A caccia di terre rare. Perché alla Cina interessa tanto l’Afghanistan
I Talebani stanno seduti su un trilione di dollari di patrimonio minerario, vitale per la contesa economica e tecnologica globale.
Lo sanno. A noi possono sembrare sprovveduti, anche ridicoli – per la nostra ottica occidentale – vestiti con i loro abiti tradizionali, la Shalwar kamiz, che dà l’impressione che indossino la gonna, e il loro copricapo caratteristico, il Pakol, ma di certo i capi dei talebani che hanno ripreso il potere in Afghanistan dopo vent’anni, umiliando la prima potenza mondiale, gli Usa, e portando la seconda, la Cina, a trattare con loro, sono tutto tranne che degli sprovveduti o, peggio, degli stupidi. Per questo sanno, e sapevano, molto bene che il loro paese è oggi la più grande miniera di minerali preziosi non sfruttata del Pianeta. Una ricchezza favolosa, fatta di giacimenti di cobalto, oro, rame e, soprattutto, le ormai famose “terre rare” (Rare Earth Elements, in sigla REE): elementi dal valore inestimabile, per il nostro mondo iper-tecnologico, per i quali vale la pena di combattere guerre, più che per il petrolio. Non c’è solo oppio – e traffico di stupefacenti – dunque, nell’economia afghana, gestita dai Signori della Guerra talebani.
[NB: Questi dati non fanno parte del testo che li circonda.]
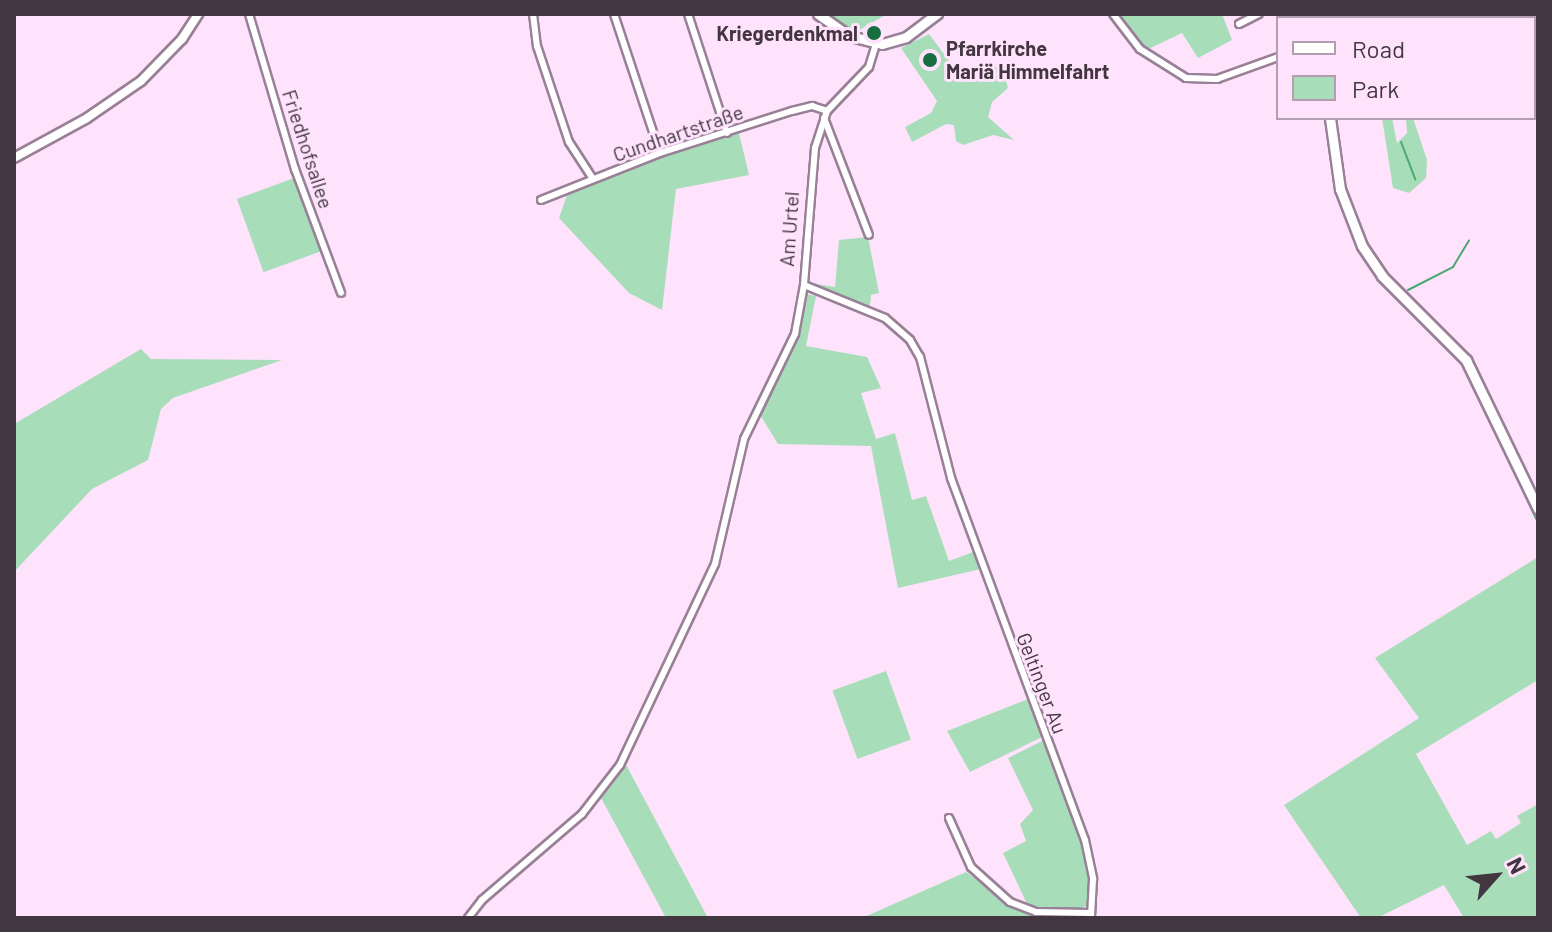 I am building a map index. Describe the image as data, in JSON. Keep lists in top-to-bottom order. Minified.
{"streets":{"street":["Cundhartstraße","Friedhofsallee","Am Urtel","Geltinger Au"]},"crossings":[["Cundhartstraße","Am Urtel"],["Am Urtel","Geltinger Au"]],"places":["Kriegerdenkmal","Pfarrkirche Mariä Himmelfahrt"],"legend":["Road","Park"],"north":"top right"}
In cima alla piramide sta il litio, senza il quale – lo sappiamo bene ormai tutti noi – le batterie dei nostri smartphone avrebbero un’autonomia di mezz’ora, non esisterebbero le automobili elettriche, i droni e qualsiasi apparato tecnologico che ha bisogno di energia per funzionare: soprattutto gli apparanti di difesa e armamento degli eserciti. E sotto i piedi dei Talebani di Litio ce n’è così tanto, da consentire ai geologi di coniare per il Paese dei Barbuti la definizione di “Arabia Saudita del Litio”. Ovvero, così come i Sauditi siedono su un mare di petrolio, gli Afghani su un oceano di Litio. E poi ancora gli elementi più rari – per questo si chiamano “terre rare” – e per questo ancora più preziosi e ormai vitali per fabbricare qualsiasi apparato hi-tech: telefoni cellulari, televisori, motori ibridi, ma anche per la tecnologia a laser e le batterie. E poi, lo dicevamo, per le apparecchiature militari: sistemi di navigazione per carri armati, componenti e sistemi di guida missilistica, satelliti e sistemi di comunicazione militari. Altro che oro e diamanti, o petrolio: ormai roba da secolo scorso.
Secondo studi recenti, sotto i piedi dei nuovi talebani ci sarebbe un controvalore potenziale da estrarre stimato – prudentemente – mille miliardi (un trilione) di dollari, ma che potrebbe arrivare a tremila miliardi, tre trilioni… curiosamente, sono le stesse cifre, tra minimo e massimo, che circolano, insistentemente, dopo la vergognosa ritirata americana, per quantificare i soldi spesi – inutilmente – dalla coalizione occidentale, nei vent’anni di presenza in Afghanistan.
Gli americani lo sapevano molto bene cosa ci fosse nel sottosuolo afghano, fin dal 2006, quando l’apposita agenzia scientifica governativa, la United States Geological Survey (USGS), diede il via ai rilevamenti aerei delle risorse minerarie dell’Afghanistan, con l’ausilio di apparecchiature avanzate installate su di un aereo Orion P-3 della Marina statunitense, per la misurazione gravitazionale e magnetica. Dopo i risultati strabilianti delle prime indagini, nel 2007 l’USGS diede il via a quelle che vennero definite “le “più complete indagini geologiche mai condotte” in Afghanistan. I risultati lasciarono tutti a bocca aperta: il sottosuolo afghano conteneva fino a 60 milioni di tonnellate di rame e fino a 2,2 miliardi di tonnellate di ferro, e poi vene di alluminio, oro, argento, zinco, mercurio e litio. E - ancora più rilevante - sottoterra c’erano – e ci sono ancora - 1,4 milioni di tonnellate di Rare Earth Elements (REE), come lantanio, cerio, neodimio e altri preziosissimi minerali. E questo soltanto nel distretto di Khanneshin, nella provincia Meridionale di Helmand, facendo così delle risorse di Terre Rare dell’Afghanistan, le riserve più rilevanti al mondo.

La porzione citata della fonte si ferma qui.